On the way home, my mother and dad would always ask me what I had liked best. Such an impossible question! Undoubtedly, what impressed me most were the artists who performed on the high wire. Watching, but not really wanting to watch, I could hardly believe my eyes. With crooked neck I would stare at a daredevil as he ventured out on a single strand of wire maybe a thousand feet above the ground (at least my child’s eye believed it had to be at least a thousand feet) with a balancing bar firmly grasped in his hands. In great anticipation I nervously watched until he crossed to the other side. And then, he would throw that bar away and walk back empty-handed! As if that was not enough to unravel my nerves, he then would cross for the second time, only this time riding a bicycle! Finally, for the finale, a woman would ride upon his shoulders as he crossed the wire for the last time. I remember applauding not only because of my amazement at such courage, but also out of relief the act was finally over.
But I also told my parents that what I enjoyed the most was what came after the impressive act on the high wire. There would be a little red car that would come out from nowhere — speeding, backfiring, veering this way and that, honking its horn until it reached the center ring. And then, an unbelievable number of clowns would emerge from the roof of that car, running and bumping into each other, falling over their own enormous feet, honking bright red noses, pants falling down revealing polka dot boxer shorts. I would laugh until my side ached. What a relief they were after holding my breath during the high-wire act.
As I have grown into adulthood, I have come to understand the circus as more than a simple form of entertainment. There is something about the circus that is profoundly significant, as it is a reminder to all of us of who we are.

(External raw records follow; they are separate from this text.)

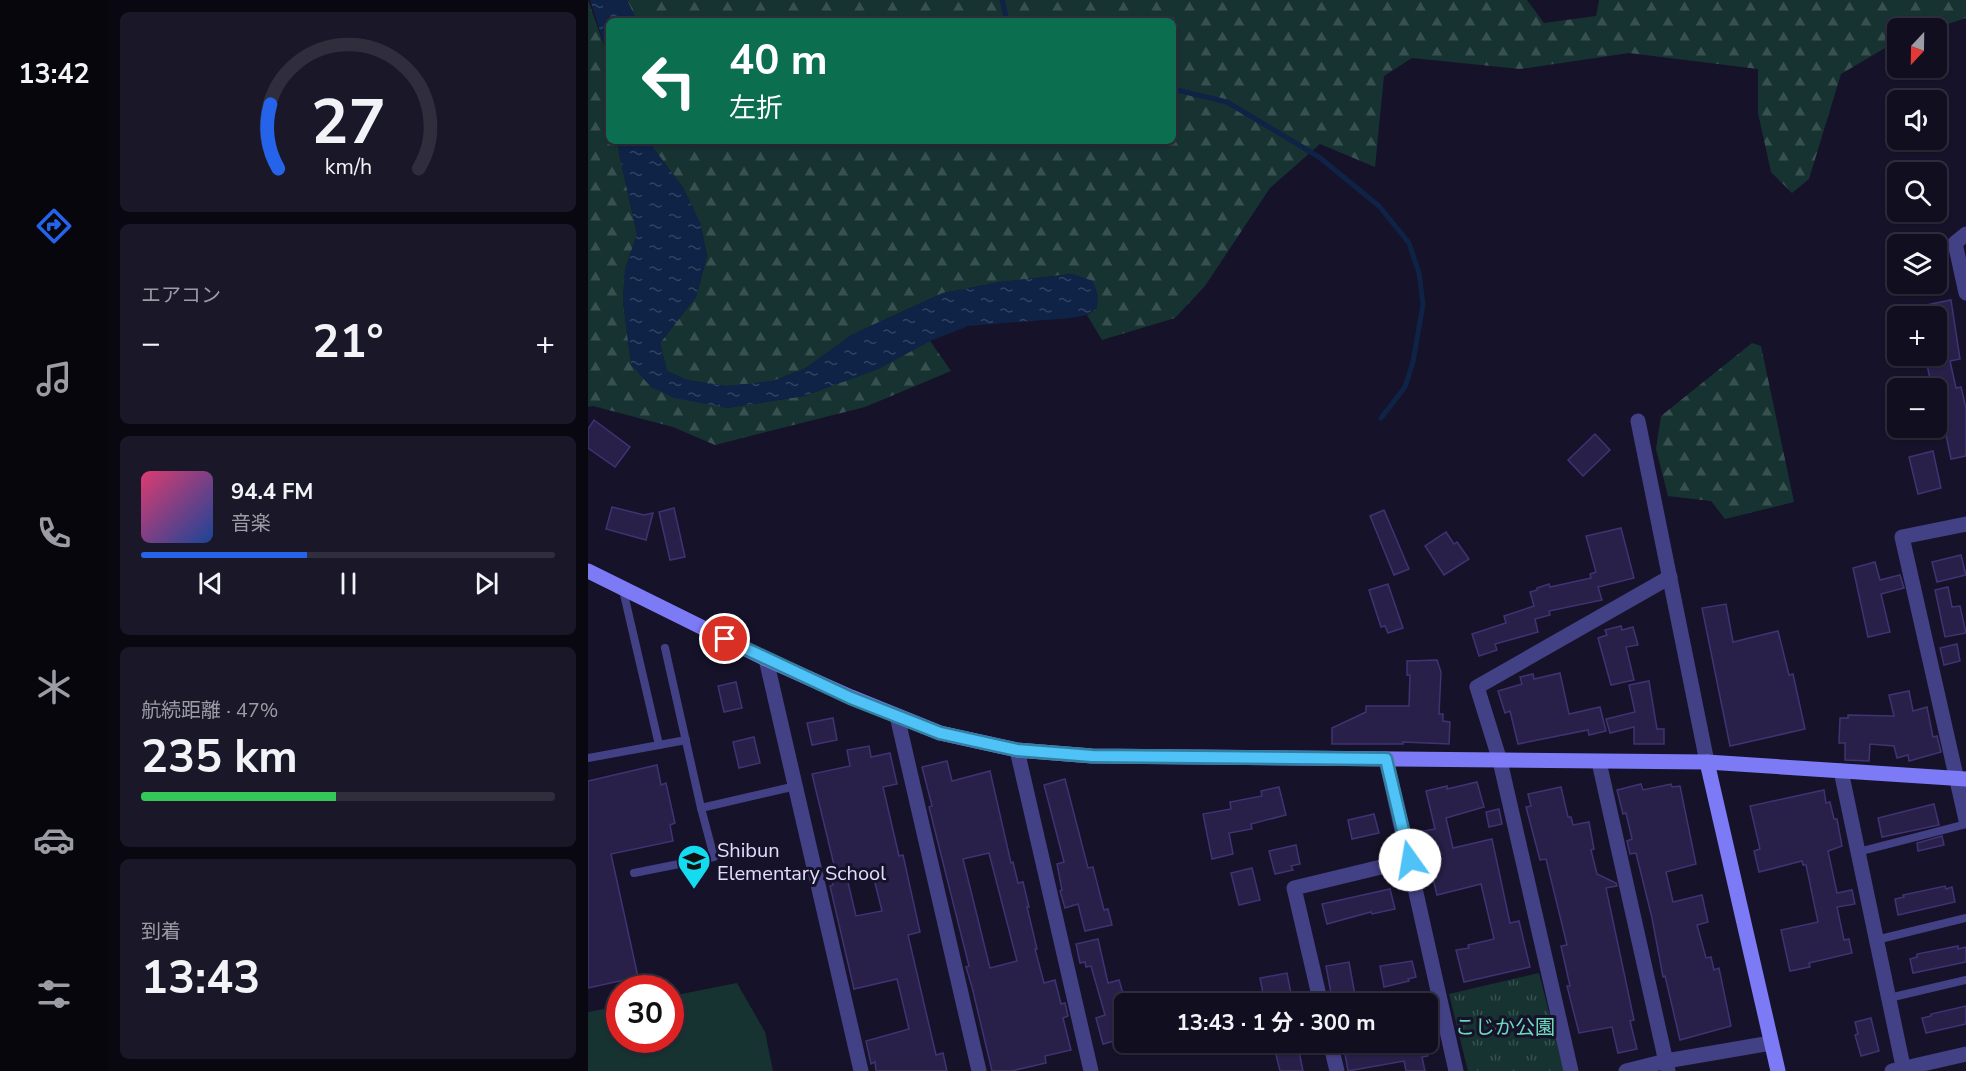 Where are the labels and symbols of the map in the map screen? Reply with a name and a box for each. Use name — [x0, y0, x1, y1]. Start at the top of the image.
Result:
north arrow — [1887, 18, 1947, 78]
pin — [699, 613, 750, 664]
position arrow — [1378, 828, 1442, 892]
place label: Shibun Elementary School — [717, 837, 886, 887]
school or university icon: Shibun Elementary School — [676, 843, 712, 890]
speed limit sign: 30 — [606, 975, 684, 1053]
park label: こじか公園 — [1455, 1014, 1555, 1041] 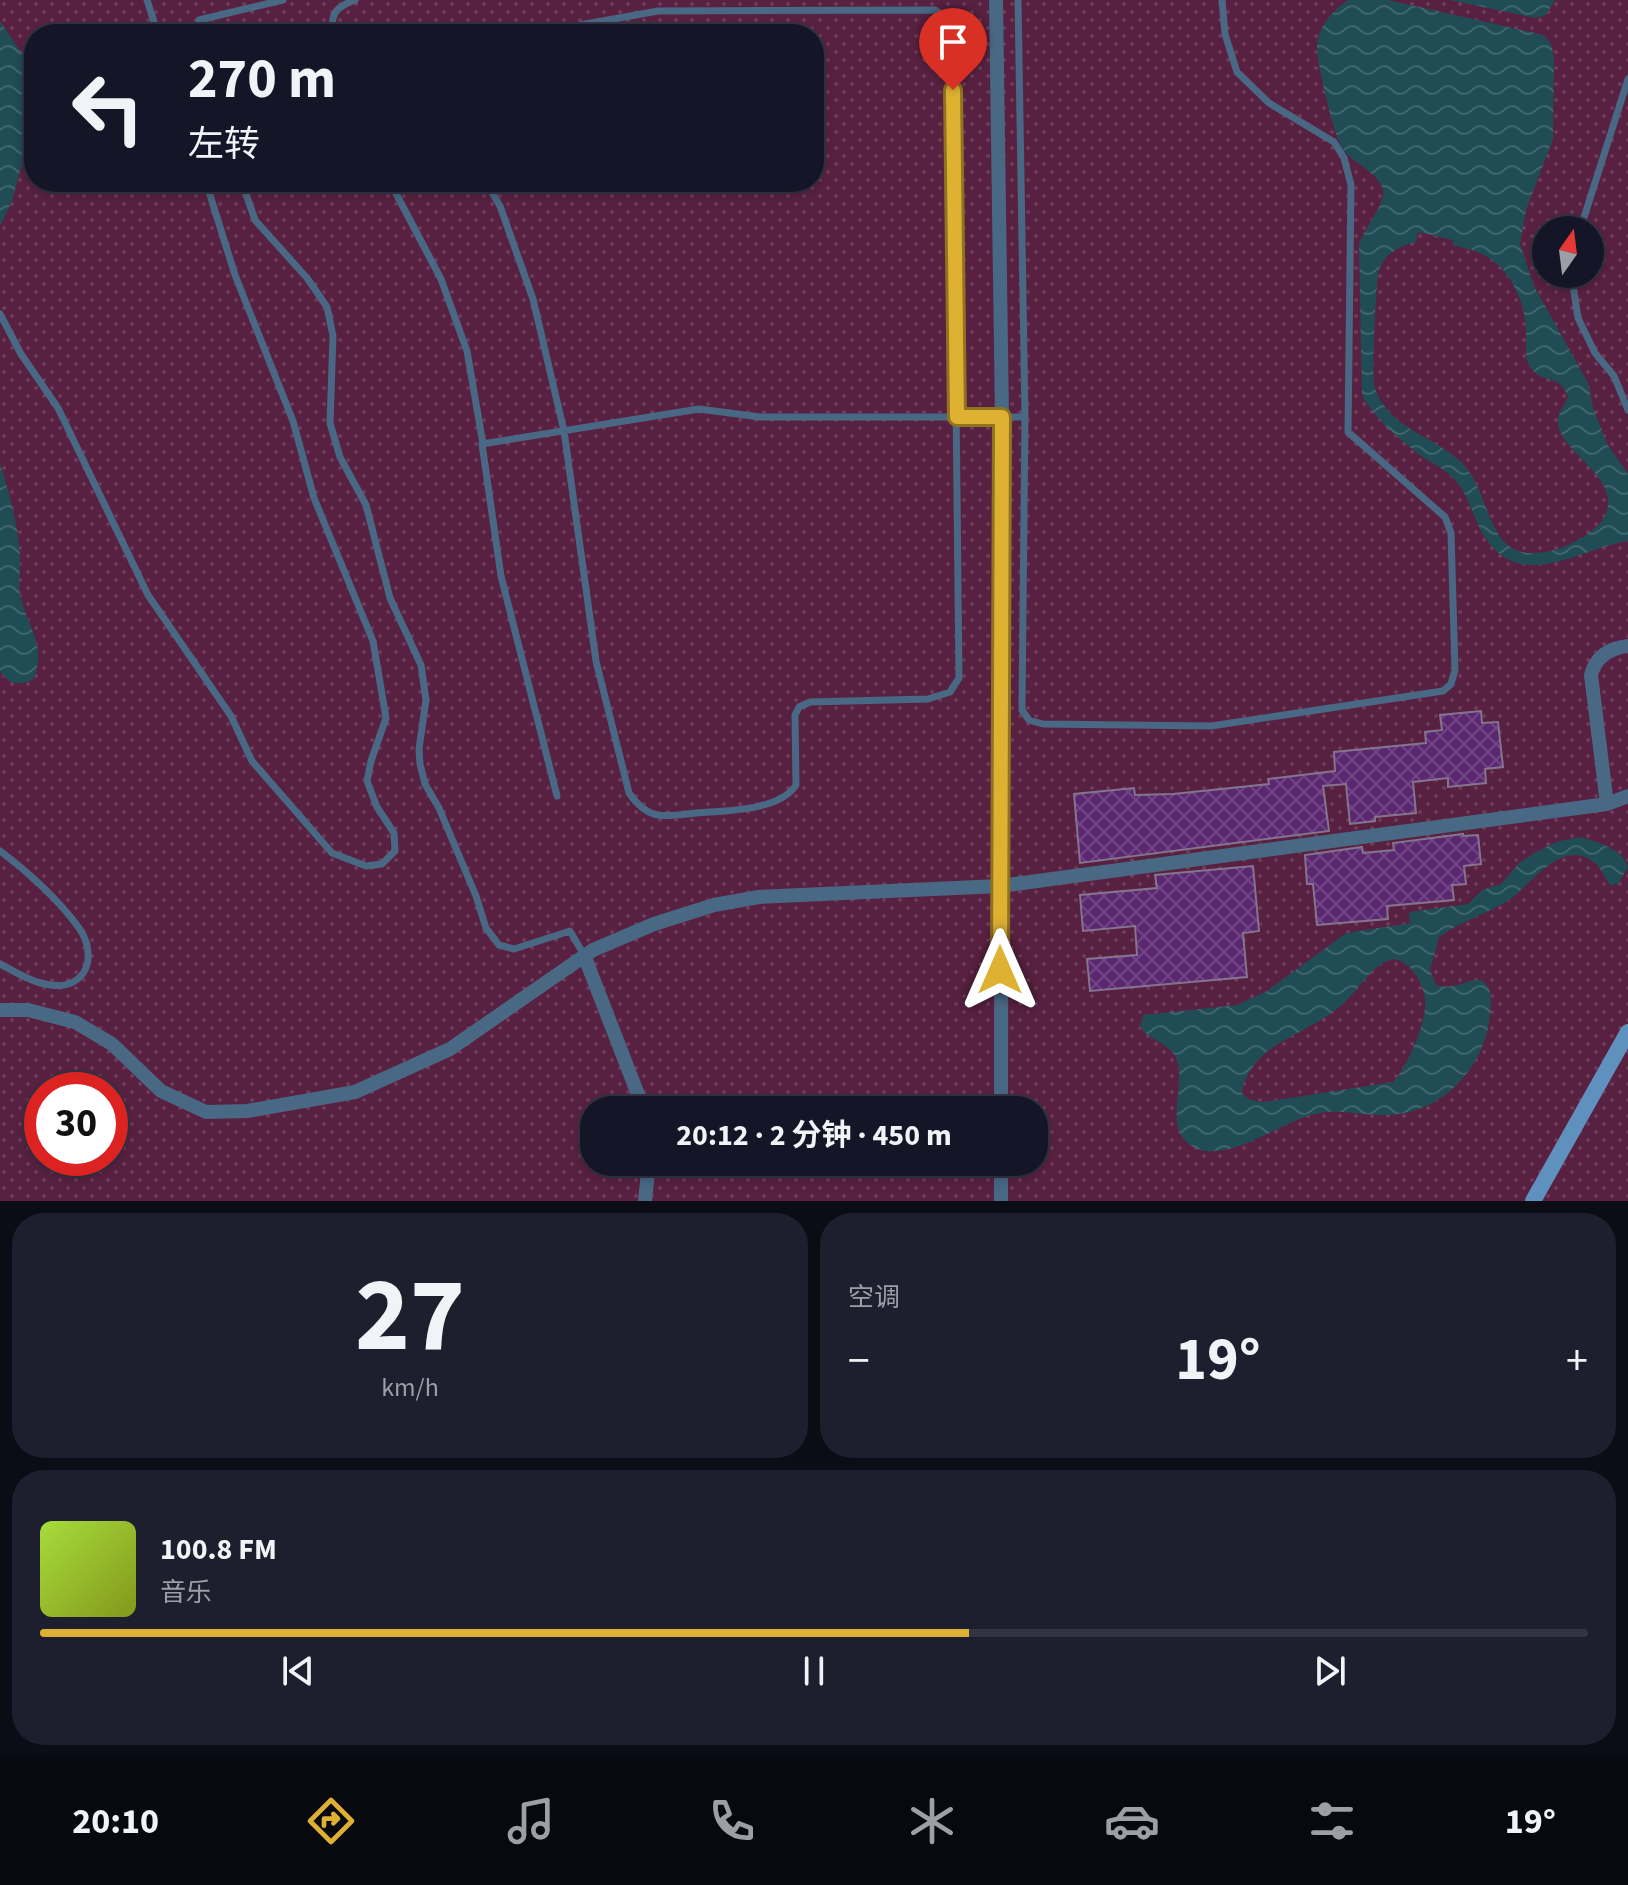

Within each one of is a high-wire artist who has the courage to take the risk to attempt what appears impossible. This is the part of all of us that realizes that with enough concentration and focus we can accomplish just about anything. We all, as high-wire artists, have the capability of amazing not only others — but ourselves — with our unbelievable potentials.
But, also within each one of is a bumbling, fumbling clown. And the clown within us, although full of merriment and mischievousness, is fearful of our high-wire potential.
Why risk when are so capable of making such fools of ourselves? How easy it is to trip over our own two feet! How do we balance our high-wire potential with clownlike limitations?
First, I believe we need an openness and compassion to the clownlike side of who we are. Never does it help to be contemptuous of our own bumbling or other bumblers of this world. When we find ourselves tripping over our own feet or running into walls or falling flat on our faces, we especially need to be kind to ourselves.
Second, we need to challenge ourselves to venture onto the high wire on occasion. Of course, as we venture out, we should be aware that some are watching with crocked necks, half hoping we will fall. With folded arms they stand in judgement. Don’t worry about those observers. They’re the ones who play it safe and never have the courage to climb the ladder, much less venture out on the wire.
Third, surround yourself with other high-wire artists. Seek out those who have the courage to try the high-wires in life. You will find that their lives are rich and full of excitement.
Fourth, don’t try to live on the high-wire. Understand the balance between acceptance and expectation. If you don’t, you are just setting yourself up for a major fall. Put on your clown suit and play until your heart is content. Then venture back onto the high wire. Only then will you maintain the proper balance that will keep you from falling.